## The problem
Copy out each line of the data that includes the string "Keep".

Data excerpts
[Start of Attachment]

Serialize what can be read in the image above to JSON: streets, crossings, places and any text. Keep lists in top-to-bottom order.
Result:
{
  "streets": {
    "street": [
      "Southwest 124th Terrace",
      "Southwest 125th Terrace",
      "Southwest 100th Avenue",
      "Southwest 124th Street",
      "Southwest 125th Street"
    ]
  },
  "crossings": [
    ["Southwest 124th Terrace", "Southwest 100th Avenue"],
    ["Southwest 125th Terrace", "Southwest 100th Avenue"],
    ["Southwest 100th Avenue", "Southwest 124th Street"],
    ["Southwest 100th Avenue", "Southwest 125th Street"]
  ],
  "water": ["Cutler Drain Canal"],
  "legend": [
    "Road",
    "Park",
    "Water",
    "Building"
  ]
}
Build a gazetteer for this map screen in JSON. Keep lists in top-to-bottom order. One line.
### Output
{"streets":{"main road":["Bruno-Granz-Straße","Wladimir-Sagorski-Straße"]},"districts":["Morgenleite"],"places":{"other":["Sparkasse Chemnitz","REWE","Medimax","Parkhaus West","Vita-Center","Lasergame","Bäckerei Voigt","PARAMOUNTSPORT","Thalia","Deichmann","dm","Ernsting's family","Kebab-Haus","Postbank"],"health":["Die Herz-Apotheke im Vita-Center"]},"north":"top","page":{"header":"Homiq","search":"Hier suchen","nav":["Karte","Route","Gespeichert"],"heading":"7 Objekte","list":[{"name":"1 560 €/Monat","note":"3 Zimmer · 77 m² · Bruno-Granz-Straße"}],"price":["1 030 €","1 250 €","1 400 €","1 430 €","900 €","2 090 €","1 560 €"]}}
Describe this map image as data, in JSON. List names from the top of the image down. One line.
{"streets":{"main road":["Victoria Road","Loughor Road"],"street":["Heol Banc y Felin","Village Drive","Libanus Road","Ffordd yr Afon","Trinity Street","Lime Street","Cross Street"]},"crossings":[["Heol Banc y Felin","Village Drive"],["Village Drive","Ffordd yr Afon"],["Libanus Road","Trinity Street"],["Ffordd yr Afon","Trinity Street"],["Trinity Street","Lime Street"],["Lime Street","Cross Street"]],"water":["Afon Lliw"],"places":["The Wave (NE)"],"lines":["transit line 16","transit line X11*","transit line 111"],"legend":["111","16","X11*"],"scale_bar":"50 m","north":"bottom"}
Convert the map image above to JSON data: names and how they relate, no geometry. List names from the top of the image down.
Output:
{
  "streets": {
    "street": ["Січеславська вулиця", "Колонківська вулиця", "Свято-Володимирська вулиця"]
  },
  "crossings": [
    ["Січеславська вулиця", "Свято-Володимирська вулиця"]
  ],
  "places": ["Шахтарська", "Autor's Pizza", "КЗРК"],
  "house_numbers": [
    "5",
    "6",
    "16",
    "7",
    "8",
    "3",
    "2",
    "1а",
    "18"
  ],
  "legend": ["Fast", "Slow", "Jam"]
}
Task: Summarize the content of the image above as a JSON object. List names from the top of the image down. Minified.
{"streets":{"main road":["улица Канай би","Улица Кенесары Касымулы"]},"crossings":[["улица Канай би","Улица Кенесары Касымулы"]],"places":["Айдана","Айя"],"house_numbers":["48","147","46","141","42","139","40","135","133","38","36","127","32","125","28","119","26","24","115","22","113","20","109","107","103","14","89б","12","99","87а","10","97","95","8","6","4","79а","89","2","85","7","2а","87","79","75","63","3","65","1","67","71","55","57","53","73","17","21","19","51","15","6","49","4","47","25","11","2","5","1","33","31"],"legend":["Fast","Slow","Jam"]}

[End of Attachment]

## Reply to the task
Serialize what can be read in the image above to JSON: streets, crossings, places and any text. Keep lists in top-to-bottom order.
Build a gazetteer for this map screen in JSON. Keep lists in top-to-bottom order. One line.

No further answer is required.